[Data extracted from a collection]
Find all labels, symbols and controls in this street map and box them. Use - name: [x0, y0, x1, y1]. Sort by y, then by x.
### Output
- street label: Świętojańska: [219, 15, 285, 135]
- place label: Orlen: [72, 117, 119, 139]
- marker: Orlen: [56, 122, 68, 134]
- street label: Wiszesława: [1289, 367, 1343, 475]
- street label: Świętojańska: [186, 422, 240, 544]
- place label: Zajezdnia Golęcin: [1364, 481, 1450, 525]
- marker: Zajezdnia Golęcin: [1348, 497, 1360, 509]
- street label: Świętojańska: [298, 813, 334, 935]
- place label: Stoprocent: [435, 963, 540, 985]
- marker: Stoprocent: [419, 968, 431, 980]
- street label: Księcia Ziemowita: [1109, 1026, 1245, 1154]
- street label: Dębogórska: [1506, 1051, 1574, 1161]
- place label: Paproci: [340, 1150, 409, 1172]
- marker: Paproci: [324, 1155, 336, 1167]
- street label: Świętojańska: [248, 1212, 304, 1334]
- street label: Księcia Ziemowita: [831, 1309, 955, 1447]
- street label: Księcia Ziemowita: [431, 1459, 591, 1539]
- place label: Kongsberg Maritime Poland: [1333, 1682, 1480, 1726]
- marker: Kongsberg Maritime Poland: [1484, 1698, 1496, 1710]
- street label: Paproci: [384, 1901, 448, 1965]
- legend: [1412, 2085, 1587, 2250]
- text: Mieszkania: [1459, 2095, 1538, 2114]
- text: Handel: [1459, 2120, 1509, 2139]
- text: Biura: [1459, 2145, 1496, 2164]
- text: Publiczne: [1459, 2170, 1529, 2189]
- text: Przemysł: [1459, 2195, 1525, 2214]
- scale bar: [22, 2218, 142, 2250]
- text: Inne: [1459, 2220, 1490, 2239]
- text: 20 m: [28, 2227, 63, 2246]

### WHAT YOU HAVE TO DO
Restate the entries above word for word.

### WRITTEN SOLUTION
Find all labels, symbols and controls in this street map and box them. Use - name: [x0, y0, x1, y1]. Sort by y, then by x.
### Output
- street label: Świętojańska: [219, 15, 285, 135]
- place label: Orlen: [72, 117, 119, 139]
- marker: Orlen: [56, 122, 68, 134]
- street label: Wiszesława: [1289, 367, 1343, 475]
- street label: Świętojańska: [186, 422, 240, 544]
- place label: Zajezdnia Golęcin: [1364, 481, 1450, 525]
- marker: Zajezdnia Golęcin: [1348, 497, 1360, 509]
- street label: Świętojańska: [298, 813, 334, 935]
- place label: Stoprocent: [435, 963, 540, 985]
- marker: Stoprocent: [419, 968, 431, 980]
- street label: Księcia Ziemowita: [1109, 1026, 1245, 1154]
- street label: Dębogórska: [1506, 1051, 1574, 1161]
- place label: Paproci: [340, 1150, 409, 1172]
- marker: Paproci: [324, 1155, 336, 1167]
- street label: Świętojańska: [248, 1212, 304, 1334]
- street label: Księcia Ziemowita: [831, 1309, 955, 1447]
- street label: Księcia Ziemowita: [431, 1459, 591, 1539]
- place label: Kongsberg Maritime Poland: [1333, 1682, 1480, 1726]
- marker: Kongsberg Maritime Poland: [1484, 1698, 1496, 1710]
- street label: Paproci: [384, 1901, 448, 1965]
- legend: [1412, 2085, 1587, 2250]
- text: Mieszkania: [1459, 2095, 1538, 2114]
- text: Handel: [1459, 2120, 1509, 2139]
- text: Biura: [1459, 2145, 1496, 2164]
- text: Publiczne: [1459, 2170, 1529, 2189]
- text: Przemysł: [1459, 2195, 1525, 2214]
- scale bar: [22, 2218, 142, 2250]
- text: Inne: [1459, 2220, 1490, 2239]
- text: 20 m: [28, 2227, 63, 2246]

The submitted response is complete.